Given records section start

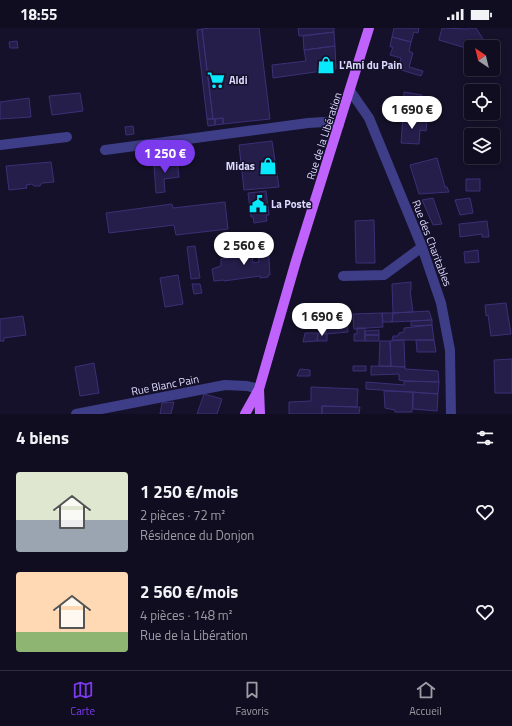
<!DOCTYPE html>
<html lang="fr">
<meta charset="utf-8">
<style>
body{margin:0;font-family:"Titillium Web",sans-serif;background:#1e1b2d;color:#f1f3f6;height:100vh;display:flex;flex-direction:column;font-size:15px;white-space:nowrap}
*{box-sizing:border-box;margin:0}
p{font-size:13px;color:#9c9ca5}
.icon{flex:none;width:22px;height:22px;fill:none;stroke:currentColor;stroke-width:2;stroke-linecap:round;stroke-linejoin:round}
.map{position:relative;height:386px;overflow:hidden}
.details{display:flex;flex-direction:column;background:#100d20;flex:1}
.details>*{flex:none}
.needle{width:26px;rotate:325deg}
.tools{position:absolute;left:464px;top:12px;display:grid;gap:8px}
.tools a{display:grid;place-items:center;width:36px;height:36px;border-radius:4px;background:#100d20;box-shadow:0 2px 6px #0003,0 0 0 1px #302d3e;font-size:20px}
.price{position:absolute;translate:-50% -34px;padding:0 9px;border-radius:14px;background:#fff;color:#222;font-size:13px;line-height:26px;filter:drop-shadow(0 1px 2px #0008)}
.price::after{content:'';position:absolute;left:50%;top:24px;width:12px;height:9px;margin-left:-6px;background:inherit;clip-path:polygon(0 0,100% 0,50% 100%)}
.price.selected{background:#7c3aed;color:#fff}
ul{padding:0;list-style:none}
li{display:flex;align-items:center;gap:12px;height:100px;padding:0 16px}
li span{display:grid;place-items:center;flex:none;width:112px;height:80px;border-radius:4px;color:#555}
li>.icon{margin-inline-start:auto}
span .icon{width:48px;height:48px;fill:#fffc;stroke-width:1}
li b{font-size:17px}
h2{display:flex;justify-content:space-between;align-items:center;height:48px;padding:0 16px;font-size:17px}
.status{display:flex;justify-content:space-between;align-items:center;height:28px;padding:0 20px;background:#100d20;direction:ltr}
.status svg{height:11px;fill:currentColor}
.dock{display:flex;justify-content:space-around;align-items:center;height:56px;border-top:1px solid #302d3e;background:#100d20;font-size:11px;color:#9c9ca5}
.dock a{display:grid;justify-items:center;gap:2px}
.dock .selected{color:#7c3aed}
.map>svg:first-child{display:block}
.building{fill:#251d4a;stroke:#3c3076}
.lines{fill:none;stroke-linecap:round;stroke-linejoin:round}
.minor{stroke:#3e3d88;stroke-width:10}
.major{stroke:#c063fd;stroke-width:10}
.labels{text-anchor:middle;stroke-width:3;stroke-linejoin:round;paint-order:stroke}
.poi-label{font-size:11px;font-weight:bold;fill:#dddaff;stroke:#15112a;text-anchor:start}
.street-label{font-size:11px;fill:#dddaff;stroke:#15112a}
</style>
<div class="status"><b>18:55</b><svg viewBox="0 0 49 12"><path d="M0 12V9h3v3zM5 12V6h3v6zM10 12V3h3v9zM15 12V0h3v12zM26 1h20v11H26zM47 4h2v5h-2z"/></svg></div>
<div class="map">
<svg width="512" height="386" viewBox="0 0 512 386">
<rect width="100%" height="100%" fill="#15112a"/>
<path class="building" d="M210 0H259L270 91 223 96V90L213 91 202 1Z
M298 0H334V4L299 8Z
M394 0H419L418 5 414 4 411 14 392 9Z
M442 0 468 1V0H476L483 11 469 21 439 12Z
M202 1 213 91H207L197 5V2Z
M334 4 335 18 304 22 303 8Z
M392 9 411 14 409 23 413 25 409 39 423 43 421 48 398 41 401 30 390 27 393 19H390Z
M17 13 18 20H10L9 14Z
M335 18 336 41 273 50 272 37 306 33 304 22Z
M404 64 422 67 420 91 402 89Z
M80 65 83 83 52 87 49 68Z
M29 70 31 89 0 91V74Z
M403 89 427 92 426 103 420 102 419 116 401 115Z
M223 90V96L215 97V91Z
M207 91H215V97L208 98Z
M133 98 134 106 126 107 125 99Z
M272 113 279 159 244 162 239 117Z
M437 130 445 159H447L449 164 419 166 410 137Z
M177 132 179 149 164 151 165 164 156 165 154 138 160 137 159 134Z
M51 134 54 154 42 155 40 158H34L32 156 26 157 27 160 9 162 6 138Z
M466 151H480V163H466Z
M266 163 269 187H266L267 193 254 195 253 189H251L248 165Z
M433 170 442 196 433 197 422 172Z
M470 170 473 185 460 187 455 172Z
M225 174 228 201 176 207 174 197 109 205 106 185 172 176 173 180Z
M374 192 375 235H356L355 193Z
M487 193 489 209H482V206L460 209 459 196Z
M268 215 270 247H268V249L260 250V248L224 253V252L214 253 212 241 221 238V231L252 227 253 235 259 234 257 216Z
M195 218 200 250 191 251 187 219Z
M478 222 479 234 465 235 464 224Z
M178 247 183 276 165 279 160 250Z
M411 254V262H410L413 284 393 285 392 256Z
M192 256H200L202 265 194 266Z
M506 275 511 306 491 308 488 287 486 288 485 277Z
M429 283 432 292 392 294 393 285Z
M382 285H393L392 294H383Z
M382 285 383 299 354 301 353 286Z
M23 288 26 307 4 310V313H0V291Z
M347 290 348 304 326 306 325 292Z
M432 292V297L411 298V293Z
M322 293H325L326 306H323Z
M432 297 434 312H392L393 308H398L399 305 404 304V300Z
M357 300H365V313H354V306H357Z
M379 302V307H365V303Z
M305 305H318L317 313 303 314Z
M318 305 327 306V313H317Z
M365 307H379V313H365Z
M404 312 405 339 391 338 390 313Z
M416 312H434L436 324H417Z
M380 313H390L391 338H379Z
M512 331V365H495L494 332Z
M94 335 99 365 80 368 75 339Z
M353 338H366V343H353Z
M371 338 405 339V341L438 343 439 354 404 353 399 352V346L371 347Z
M300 341 310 342V348H297Z
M404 353 439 354 438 366 366 361V354L404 357Z
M311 359 358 361 357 379 322 378V386H289V374L311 373Z
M384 363 413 364 412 384H395V382L385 380Z
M413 364 438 366 437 383 413 381Z
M204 366 222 371 217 386H197Z
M174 374 171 386H160L162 375Z
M322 378 360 379 359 386H322Z"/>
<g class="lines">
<path class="minor" d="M351 64 369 90 422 219 441 275 450 322 451 386
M0 117 67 109
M105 122 308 95 324 94 339 97
M343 248 384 247 422 219
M76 386 225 357 247 358 259 361"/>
<path class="major" d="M259 361 260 386
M245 386 259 361 296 233 369 0"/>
</g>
<defs>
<g id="shop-bare" transform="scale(1.38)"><path d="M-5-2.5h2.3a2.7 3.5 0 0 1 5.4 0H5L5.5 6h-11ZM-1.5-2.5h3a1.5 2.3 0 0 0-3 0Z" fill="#09e9fc" stroke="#15112a" stroke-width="2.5" paint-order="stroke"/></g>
<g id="supermarket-bare" transform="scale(1.38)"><path d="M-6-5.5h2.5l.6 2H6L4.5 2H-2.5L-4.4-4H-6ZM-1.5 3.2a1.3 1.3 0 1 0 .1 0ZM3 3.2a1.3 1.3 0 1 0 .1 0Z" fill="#09e9fc" stroke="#15112a" stroke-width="2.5" paint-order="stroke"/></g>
<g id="civic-bare" transform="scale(1.38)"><path d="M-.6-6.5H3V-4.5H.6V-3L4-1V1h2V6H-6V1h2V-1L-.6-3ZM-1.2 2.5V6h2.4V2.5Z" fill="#09e9fc" stroke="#15112a" stroke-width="2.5" paint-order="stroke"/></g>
</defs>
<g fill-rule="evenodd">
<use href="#shop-bare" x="326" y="37"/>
<use href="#supermarket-bare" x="216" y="52"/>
<use href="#shop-bare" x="268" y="138"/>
<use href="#civic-bare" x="258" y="176"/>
</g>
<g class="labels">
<g class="poi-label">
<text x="339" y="41">L'Ami du Pain</text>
<text x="229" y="56">Aldi</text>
<text x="255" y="142" text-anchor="end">Midas</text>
<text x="271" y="180">La Poste</text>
</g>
<g class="street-label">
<text transform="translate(324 108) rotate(-72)" y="4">Rue de la Libération</text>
<text transform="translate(432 215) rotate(69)" y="4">Rue des Charitables</text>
<text transform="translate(165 357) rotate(-11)" y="4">Rue Blanc Pain</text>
</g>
</g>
</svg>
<div class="tools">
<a><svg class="needle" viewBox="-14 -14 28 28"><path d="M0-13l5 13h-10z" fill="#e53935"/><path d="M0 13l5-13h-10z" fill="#9c9ca5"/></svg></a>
<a><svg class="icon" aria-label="locate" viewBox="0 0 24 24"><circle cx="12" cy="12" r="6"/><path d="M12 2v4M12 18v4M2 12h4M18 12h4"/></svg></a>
<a><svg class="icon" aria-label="layers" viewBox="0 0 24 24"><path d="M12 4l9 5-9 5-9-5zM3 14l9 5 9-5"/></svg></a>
</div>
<b class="price" style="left:412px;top:102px">1 690 €</b>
<b class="price selected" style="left:165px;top:146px">1 250 €</b>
<b class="price" style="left:244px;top:238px">2 560 €</b>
<b class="price" style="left:322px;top:309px">1 690 €</b>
</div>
<section class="details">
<h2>4 biens<svg class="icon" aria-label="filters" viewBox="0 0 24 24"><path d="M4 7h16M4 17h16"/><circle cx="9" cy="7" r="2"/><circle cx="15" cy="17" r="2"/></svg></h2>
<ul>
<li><span style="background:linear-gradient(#dfe7d0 60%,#9aa5b1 0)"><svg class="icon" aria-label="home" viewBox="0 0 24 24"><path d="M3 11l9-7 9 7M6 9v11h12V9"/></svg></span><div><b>1 250 €/mois</b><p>2 pièces · 72 m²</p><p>Résidence du Donjon</p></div><svg class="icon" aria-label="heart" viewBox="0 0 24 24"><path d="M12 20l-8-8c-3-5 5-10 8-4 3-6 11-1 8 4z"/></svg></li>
<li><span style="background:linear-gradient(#ffd9b3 75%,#8fb573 0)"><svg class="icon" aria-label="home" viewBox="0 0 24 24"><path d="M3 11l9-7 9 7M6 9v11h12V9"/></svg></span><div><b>2 560 €/mois</b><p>4 pièces · 148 m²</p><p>Rue de la Libération</p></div><svg class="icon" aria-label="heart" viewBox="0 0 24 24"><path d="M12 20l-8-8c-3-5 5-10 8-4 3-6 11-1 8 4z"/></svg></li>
</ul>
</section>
<nav class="dock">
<a class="selected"><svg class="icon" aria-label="map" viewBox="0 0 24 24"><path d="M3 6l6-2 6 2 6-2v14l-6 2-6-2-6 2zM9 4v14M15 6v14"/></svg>Carte</a>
<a><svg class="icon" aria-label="saved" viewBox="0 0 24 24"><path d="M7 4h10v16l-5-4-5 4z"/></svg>Favoris</a>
<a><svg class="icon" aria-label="home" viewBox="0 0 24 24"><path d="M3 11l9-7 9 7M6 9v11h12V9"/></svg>Accueil</a>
</nav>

Given records section end

* [Task requirements] Set aside each line above that includes the string "lines" and report it.

* [Exercise response]
.lines{fill:none;stroke-linecap:round;stroke-linejoin:round}
<g class="lines">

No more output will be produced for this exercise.